** Directions **
Would you pull out every line of the material that contains the string "halo"?

** Records to process **
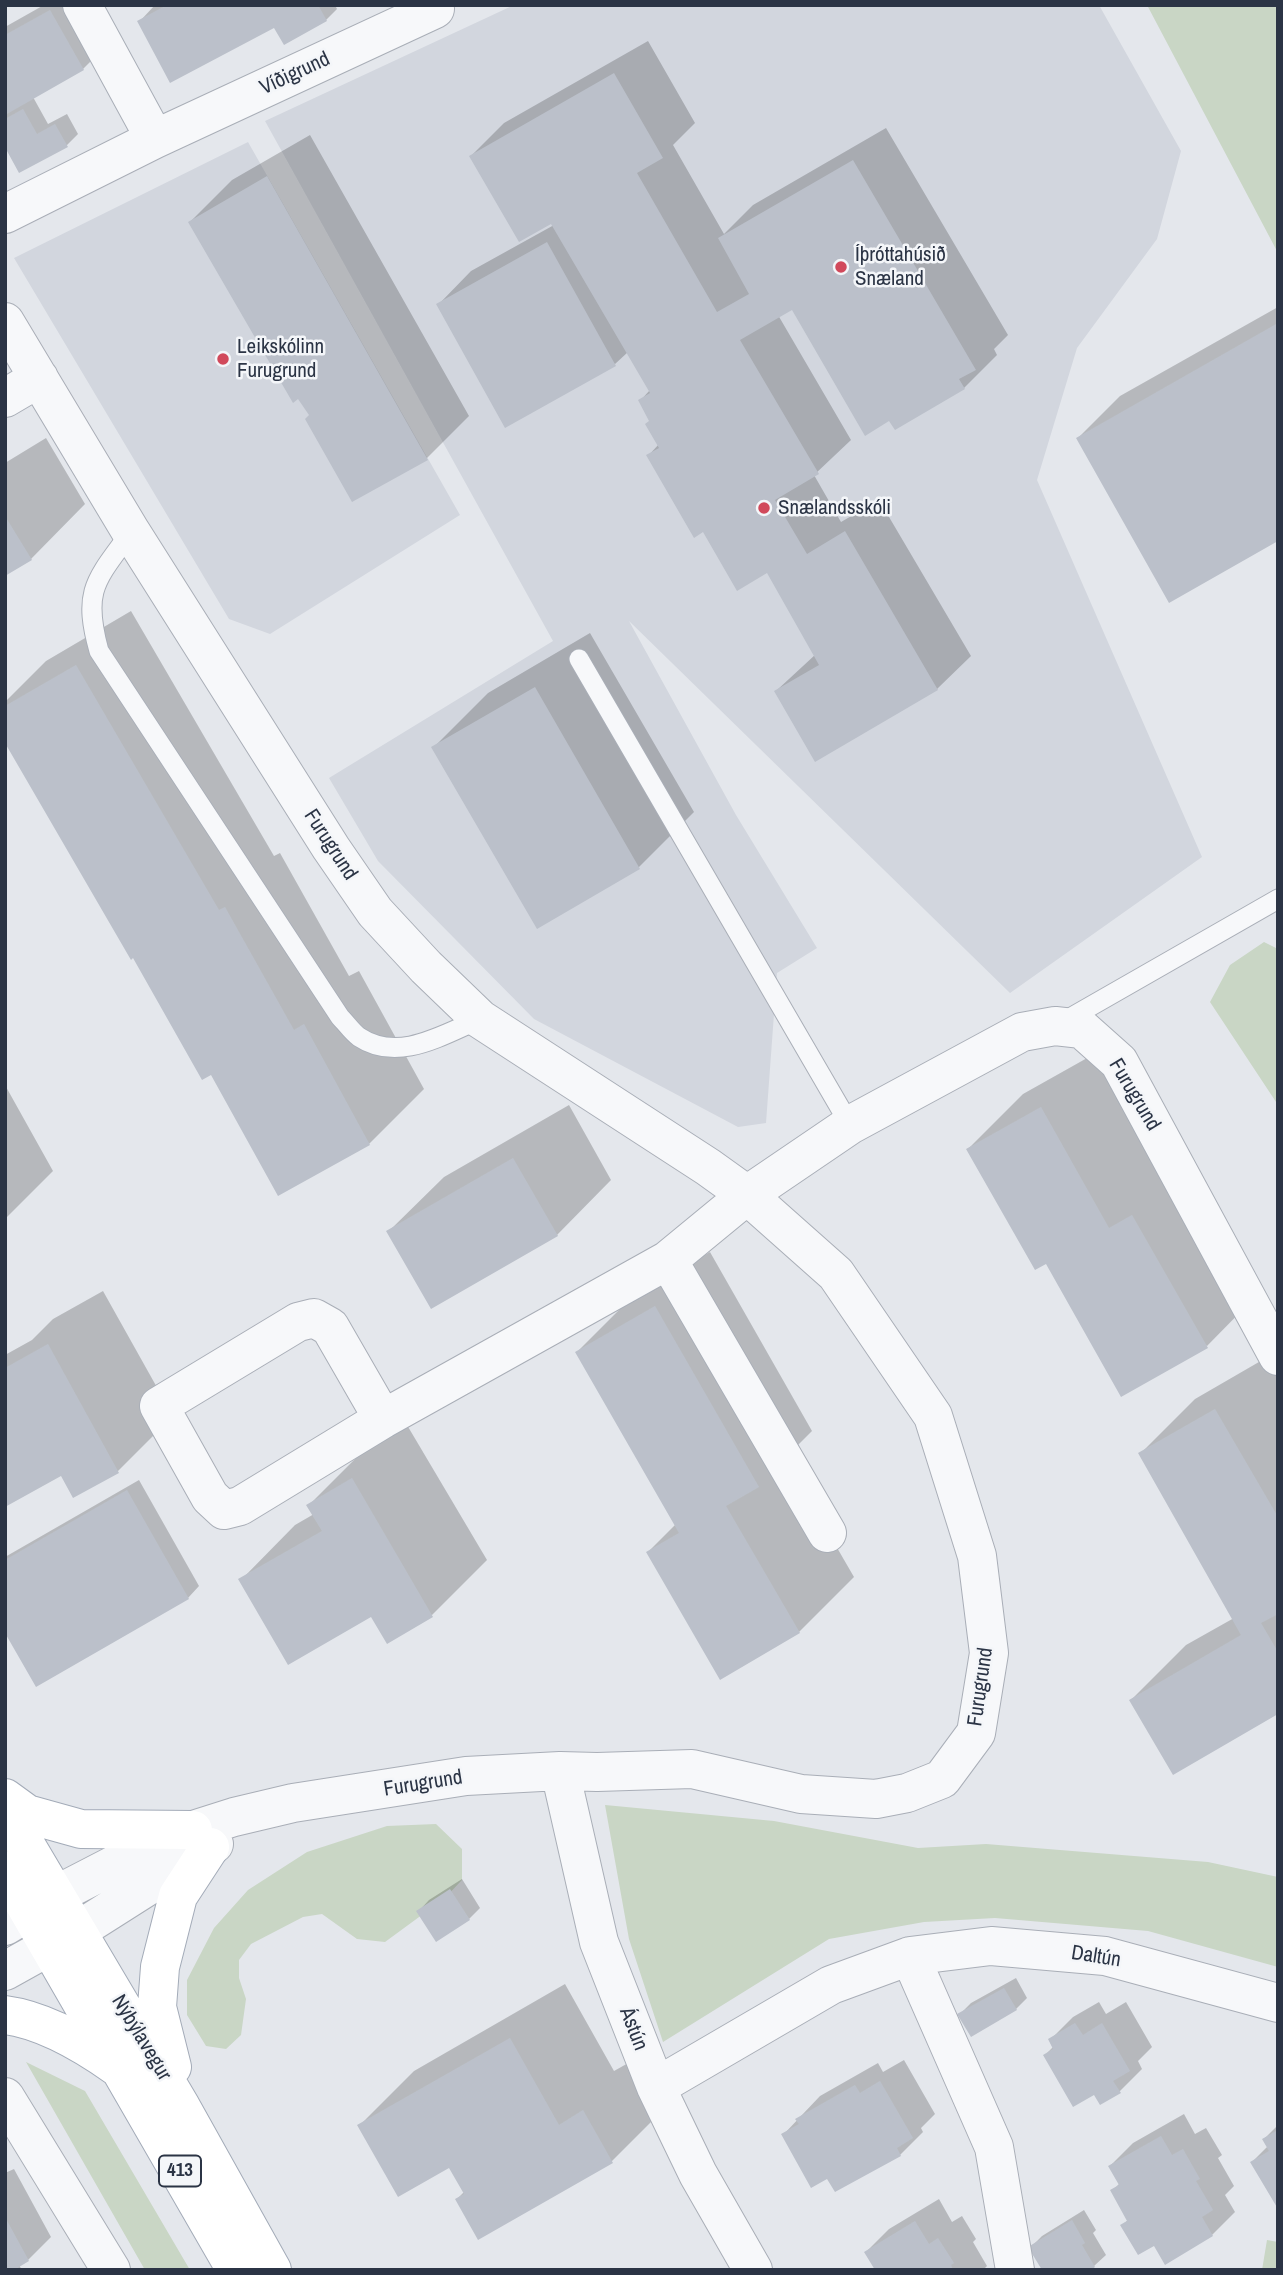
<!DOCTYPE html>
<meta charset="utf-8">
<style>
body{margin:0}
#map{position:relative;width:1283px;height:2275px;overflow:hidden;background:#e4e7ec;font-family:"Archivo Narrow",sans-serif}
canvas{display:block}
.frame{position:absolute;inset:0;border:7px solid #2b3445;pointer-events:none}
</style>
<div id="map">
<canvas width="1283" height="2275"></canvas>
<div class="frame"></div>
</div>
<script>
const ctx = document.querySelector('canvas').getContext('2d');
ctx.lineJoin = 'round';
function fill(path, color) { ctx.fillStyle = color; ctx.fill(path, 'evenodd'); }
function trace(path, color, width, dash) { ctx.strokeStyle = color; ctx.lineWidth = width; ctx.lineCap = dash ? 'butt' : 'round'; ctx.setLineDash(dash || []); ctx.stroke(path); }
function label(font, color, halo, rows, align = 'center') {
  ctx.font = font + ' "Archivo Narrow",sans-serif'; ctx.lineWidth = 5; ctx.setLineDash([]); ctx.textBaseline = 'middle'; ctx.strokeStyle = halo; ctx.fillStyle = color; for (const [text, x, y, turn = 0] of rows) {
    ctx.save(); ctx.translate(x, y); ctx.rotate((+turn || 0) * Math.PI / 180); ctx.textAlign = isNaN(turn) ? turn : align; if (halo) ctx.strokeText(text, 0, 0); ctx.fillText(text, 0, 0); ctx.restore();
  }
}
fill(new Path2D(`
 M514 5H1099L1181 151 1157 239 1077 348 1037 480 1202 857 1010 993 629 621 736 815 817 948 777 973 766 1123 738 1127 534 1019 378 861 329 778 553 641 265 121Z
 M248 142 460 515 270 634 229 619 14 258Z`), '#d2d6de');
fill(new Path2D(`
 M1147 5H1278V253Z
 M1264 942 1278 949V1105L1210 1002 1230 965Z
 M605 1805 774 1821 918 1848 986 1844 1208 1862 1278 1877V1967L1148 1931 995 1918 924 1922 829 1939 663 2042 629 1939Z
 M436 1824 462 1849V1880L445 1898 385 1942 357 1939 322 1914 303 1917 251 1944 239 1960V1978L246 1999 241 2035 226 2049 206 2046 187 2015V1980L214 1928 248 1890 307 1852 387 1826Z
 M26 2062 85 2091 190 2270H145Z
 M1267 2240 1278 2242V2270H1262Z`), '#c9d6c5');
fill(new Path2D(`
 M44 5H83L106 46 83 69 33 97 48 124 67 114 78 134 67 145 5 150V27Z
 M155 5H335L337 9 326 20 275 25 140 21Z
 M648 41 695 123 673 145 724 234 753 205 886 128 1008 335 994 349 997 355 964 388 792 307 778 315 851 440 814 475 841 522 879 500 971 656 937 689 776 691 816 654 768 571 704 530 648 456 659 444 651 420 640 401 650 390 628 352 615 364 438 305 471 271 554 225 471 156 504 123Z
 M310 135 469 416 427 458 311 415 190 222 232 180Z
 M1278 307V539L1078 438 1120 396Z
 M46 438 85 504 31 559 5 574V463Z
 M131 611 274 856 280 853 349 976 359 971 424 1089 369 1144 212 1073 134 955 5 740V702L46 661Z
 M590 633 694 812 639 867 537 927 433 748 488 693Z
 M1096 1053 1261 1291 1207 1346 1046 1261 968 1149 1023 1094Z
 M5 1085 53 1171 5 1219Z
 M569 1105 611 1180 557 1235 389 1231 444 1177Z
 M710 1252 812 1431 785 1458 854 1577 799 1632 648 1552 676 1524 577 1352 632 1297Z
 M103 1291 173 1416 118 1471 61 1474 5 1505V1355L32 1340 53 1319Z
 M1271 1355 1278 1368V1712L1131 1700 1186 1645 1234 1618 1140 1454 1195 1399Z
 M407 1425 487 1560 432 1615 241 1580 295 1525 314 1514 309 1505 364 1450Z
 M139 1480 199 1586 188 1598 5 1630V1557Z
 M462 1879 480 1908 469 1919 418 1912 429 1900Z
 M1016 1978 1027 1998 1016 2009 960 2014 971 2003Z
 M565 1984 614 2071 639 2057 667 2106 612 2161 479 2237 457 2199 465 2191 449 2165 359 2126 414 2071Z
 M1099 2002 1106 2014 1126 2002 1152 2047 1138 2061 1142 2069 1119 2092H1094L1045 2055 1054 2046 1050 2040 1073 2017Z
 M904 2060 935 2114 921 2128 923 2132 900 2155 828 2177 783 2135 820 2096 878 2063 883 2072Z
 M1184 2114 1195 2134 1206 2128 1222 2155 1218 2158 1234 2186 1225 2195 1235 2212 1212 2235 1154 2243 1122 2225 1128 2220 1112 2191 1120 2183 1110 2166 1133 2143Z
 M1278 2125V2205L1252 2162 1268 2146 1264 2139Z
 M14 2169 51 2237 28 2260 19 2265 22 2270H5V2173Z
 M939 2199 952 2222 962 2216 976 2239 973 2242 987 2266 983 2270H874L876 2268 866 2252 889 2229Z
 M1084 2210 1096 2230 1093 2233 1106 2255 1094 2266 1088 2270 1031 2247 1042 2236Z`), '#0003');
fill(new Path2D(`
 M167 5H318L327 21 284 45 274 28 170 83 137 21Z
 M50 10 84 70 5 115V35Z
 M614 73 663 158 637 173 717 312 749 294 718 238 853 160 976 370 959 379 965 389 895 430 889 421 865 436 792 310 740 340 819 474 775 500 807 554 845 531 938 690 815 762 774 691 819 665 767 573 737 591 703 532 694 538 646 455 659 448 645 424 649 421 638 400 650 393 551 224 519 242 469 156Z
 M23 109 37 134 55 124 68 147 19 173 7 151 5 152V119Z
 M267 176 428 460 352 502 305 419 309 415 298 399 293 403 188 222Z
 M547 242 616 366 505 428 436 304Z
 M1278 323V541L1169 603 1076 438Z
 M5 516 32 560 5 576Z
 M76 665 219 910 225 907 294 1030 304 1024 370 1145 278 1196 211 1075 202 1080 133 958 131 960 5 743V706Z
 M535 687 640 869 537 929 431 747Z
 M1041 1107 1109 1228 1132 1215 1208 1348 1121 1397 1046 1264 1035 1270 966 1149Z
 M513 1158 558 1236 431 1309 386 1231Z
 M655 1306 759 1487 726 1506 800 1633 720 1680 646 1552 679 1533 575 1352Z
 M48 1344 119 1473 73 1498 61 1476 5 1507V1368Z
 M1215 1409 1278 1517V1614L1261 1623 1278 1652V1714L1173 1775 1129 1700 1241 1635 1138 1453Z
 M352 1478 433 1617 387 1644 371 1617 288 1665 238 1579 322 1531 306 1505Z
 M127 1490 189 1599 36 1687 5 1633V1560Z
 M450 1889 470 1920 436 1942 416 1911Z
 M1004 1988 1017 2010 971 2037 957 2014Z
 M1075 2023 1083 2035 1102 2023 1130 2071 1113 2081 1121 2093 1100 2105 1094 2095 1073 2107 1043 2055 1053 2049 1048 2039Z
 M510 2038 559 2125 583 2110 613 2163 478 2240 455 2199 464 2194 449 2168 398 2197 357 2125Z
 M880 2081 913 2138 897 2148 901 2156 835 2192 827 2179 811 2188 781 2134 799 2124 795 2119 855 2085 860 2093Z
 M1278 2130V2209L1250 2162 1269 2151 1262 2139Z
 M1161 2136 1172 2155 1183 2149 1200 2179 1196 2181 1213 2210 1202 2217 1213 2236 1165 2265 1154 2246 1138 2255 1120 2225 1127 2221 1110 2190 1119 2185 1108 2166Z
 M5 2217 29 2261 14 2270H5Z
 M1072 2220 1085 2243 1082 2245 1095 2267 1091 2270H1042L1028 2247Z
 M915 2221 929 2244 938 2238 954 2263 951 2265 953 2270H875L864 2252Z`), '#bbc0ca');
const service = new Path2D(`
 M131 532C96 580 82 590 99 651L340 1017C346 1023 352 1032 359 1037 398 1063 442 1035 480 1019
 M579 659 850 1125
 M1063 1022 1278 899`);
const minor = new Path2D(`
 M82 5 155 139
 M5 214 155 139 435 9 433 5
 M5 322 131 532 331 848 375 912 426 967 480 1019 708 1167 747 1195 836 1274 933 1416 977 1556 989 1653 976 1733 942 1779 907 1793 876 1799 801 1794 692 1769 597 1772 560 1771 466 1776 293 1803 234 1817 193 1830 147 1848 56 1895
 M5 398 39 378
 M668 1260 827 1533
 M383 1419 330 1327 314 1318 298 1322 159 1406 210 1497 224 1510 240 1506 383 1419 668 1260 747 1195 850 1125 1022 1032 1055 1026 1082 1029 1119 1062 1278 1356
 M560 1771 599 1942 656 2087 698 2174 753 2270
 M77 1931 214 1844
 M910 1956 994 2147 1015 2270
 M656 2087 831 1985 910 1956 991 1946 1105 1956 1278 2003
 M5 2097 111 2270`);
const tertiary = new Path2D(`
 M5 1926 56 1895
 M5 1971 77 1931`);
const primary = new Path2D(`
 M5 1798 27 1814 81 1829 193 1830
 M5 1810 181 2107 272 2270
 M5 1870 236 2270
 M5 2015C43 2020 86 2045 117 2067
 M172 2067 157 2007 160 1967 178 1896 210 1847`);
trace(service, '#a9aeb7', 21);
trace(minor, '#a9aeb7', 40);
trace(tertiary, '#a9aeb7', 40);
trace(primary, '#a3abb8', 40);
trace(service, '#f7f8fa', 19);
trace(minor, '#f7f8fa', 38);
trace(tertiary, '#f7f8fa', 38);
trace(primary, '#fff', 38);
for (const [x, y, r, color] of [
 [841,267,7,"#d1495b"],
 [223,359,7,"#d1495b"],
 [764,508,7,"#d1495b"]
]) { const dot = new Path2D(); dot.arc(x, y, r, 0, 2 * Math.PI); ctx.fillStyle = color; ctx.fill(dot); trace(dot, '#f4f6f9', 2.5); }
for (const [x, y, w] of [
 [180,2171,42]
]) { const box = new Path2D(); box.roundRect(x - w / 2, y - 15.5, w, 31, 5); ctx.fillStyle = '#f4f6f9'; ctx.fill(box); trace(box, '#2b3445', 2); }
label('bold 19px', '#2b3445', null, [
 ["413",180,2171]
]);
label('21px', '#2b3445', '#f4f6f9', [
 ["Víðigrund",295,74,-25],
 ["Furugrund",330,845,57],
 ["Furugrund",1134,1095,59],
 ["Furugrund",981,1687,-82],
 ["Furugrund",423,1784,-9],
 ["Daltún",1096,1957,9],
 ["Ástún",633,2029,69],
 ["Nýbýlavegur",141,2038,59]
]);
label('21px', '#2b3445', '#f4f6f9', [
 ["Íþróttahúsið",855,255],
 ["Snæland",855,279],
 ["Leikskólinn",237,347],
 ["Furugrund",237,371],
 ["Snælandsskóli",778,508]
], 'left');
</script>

** Your response **
function label(font, color, halo, rows, align = 'center') {
  ctx.font = font + ' "Archivo Narrow",sans-serif'; ctx.lineWidth = 5; ctx.setLineDash([]); ctx.textBaseline = 'middle'; ctx.strokeStyle = halo; ctx.fillStyle = color; for (const [text, x, y, turn = 0] of rows) {
    ctx.save(); ctx.translate(x, y); ctx.rotate((+turn || 0) * Math.PI / 180); ctx.textAlign = isNaN(turn) ? turn : align; if (halo) ctx.strokeText(text, 0, 0); ctx.fillText(text, 0, 0); ctx.restore();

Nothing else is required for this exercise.